Perspectives économiques pour le Québec – scénario de référence
[variation en %, sauf indication contraire]
Budget 2024 | |||
Année civile | 2023 | 2024 | 2025 |
PIB réel | 0.2 | 0.6 | 1.6 |
PIB nominal | 3.9 | 4.0 | 3.8 |
Taux d’emploi (%) | 95.5 | 94.8 | 95.1 |
Taux de chômage (%) | 4.5 | 5.2 | 4.9 |
Population (en milliers) | 8,875 | 9,124 | 9,185 |
Mises en chantier (en milliers) | 38.9 | 42.7 | 43.7 |
Bons du Trésor – 3 mois (en %) | 4.8 | 4.6 | 3.5 |
Obligations – 10 ans (en %) | 3.3 | 3.3 | 3.1 |
Dans le budget 2024, le gouvernement du Québec prévoit un déficit de 4 milliards de dollars (avant les versements au Fonds des générations) pour l’exercice 2023-2024. Ce montant, représentant environ 2,5 milliards de dollars de plus que le déficit prévu dans la mise à jour budgétaire de novembre 2023, est attribuable à la fois à une diminution des revenus et à une hausse des dépenses plus importante que prévu. Pour le présent exercice, le déficit de la province devrait atteindre 8,8 milliards de dollars (soit 1,5 % du PIB, ce qui est assez élevé), en raison d’une baisse des revenus, d’une croissance des dépenses de programmes comparable à la tendance et d’une augmentation de la provision pour éventualités prévue. Si l’on exclut la provision pour éventualités, le Québec s’attend maintenant à atteindre l’équilibre budgétaire d’ici l’exercice 2027-2028 – deux ans de plus que ce qui était attendu dans la mise à jour de l’automne dernier. Par ailleurs, ce budget ne contient aucune nouvelle initiative fiscale majeure.

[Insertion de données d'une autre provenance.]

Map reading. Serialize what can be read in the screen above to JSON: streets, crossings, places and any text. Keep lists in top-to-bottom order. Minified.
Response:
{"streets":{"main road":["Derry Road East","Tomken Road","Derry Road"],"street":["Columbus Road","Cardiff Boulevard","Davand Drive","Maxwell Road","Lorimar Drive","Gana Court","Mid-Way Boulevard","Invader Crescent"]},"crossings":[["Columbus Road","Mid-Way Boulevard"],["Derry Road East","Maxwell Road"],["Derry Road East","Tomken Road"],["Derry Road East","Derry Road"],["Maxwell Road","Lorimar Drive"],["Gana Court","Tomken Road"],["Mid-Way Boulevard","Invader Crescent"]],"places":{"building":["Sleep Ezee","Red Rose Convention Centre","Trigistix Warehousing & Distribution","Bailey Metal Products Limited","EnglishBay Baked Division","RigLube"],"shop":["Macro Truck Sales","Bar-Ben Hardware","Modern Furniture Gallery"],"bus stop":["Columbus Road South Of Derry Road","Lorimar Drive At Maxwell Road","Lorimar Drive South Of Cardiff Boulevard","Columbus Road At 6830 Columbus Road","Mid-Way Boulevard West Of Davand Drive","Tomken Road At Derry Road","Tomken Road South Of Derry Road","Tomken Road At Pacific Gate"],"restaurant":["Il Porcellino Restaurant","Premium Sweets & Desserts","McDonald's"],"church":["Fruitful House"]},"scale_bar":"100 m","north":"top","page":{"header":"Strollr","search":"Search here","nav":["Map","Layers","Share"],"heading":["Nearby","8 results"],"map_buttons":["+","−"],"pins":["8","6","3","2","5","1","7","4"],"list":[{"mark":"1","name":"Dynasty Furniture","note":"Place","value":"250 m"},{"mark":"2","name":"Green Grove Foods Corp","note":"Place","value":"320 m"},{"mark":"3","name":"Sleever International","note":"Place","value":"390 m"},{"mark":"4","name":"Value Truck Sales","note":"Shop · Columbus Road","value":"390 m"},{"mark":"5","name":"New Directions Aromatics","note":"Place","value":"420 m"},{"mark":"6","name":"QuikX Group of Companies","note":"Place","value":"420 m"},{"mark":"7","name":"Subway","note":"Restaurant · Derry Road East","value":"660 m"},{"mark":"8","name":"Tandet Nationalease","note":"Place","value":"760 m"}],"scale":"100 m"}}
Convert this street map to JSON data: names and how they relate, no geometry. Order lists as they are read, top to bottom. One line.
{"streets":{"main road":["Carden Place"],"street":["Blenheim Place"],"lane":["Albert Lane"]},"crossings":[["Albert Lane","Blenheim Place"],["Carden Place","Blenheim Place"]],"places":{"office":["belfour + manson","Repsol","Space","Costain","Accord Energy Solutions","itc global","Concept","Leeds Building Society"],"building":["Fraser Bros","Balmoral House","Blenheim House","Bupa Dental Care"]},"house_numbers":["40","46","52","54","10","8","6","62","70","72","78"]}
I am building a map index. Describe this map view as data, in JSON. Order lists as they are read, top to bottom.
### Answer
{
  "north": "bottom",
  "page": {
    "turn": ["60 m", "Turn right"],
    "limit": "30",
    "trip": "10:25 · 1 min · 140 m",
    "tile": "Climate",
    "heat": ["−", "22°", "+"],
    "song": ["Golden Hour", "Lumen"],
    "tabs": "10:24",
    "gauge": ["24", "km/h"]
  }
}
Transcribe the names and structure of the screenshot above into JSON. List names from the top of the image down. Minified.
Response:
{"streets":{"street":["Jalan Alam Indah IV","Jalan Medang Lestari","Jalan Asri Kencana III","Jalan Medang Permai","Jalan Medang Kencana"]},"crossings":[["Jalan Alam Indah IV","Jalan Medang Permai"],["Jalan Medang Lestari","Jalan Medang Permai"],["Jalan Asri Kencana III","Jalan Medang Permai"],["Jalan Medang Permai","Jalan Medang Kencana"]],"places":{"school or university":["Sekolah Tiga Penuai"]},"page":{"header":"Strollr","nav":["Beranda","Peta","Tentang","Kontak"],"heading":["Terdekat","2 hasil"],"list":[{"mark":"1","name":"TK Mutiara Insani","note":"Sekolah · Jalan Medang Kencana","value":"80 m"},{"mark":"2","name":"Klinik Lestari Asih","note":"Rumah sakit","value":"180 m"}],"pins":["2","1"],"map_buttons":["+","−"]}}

Vers une année de faible croissance en 2024
Le gouvernement estime que l’économie québécoise a connu une faible croissance de 0,2 % l’an dernier, même s’il attribue une partie de cette faiblesse à des facteurs temporaires, tels que les feux de forêt. Pour l’année en cours, la croissance du PIB réel devrait s’élever à 0,6 %, marquant ainsi une autre année de croissance inférieure à la tendance. Toutefois, le PIB nominal devrait progresser de 4 %, ce qui n’est pas très éloigné de la tendance à long terme. De manière générale, nous sommes d’accord avec les perspectives du gouvernement pour 2024. Cependant, nos projections de croissance pour la prochaine année au Québec sont considérablement plus modérées que celles du gouvernement, tout comme elles le sont pour l’ensemble du Canada.
Les prévisions satisfaisantes en matière de croissance des revenus autonomes pour l’exercice en cours dépendent de la projection de croissance relativement bonne du PIB nominal que prévoit le gouvernement du Québec. Toutefois, on prévoit une croissance timide des revenus globaux, en raison de la réduction des transferts fédéraux à la suite d’une importante hausse de ces derniers au cours de l’exercice 2023-2024. Le gouvernement attribue cette réduction à la diminution des paiements de péréquation qui découle des modifications que le gouvernement fédéral a apportées à son programme dans son budget 2023. Le gouvernement demandera également aux ministères de chercher à réaliser des économies, en réduisant certaines mesures d’aide fiscale accordées aux entreprises (notamment la suppression d’un crédit d’impôt favorisant le maintien en emploi des travailleurs d’expérience, qui n’a pas donné les résultats escomptés) et en augmentant les taxes sur les produits du tabac. Ces dernières mesures devraient permettre de générer des revenus cumulatifs de 2,9 milliards de dollars d’ici 2028-2029.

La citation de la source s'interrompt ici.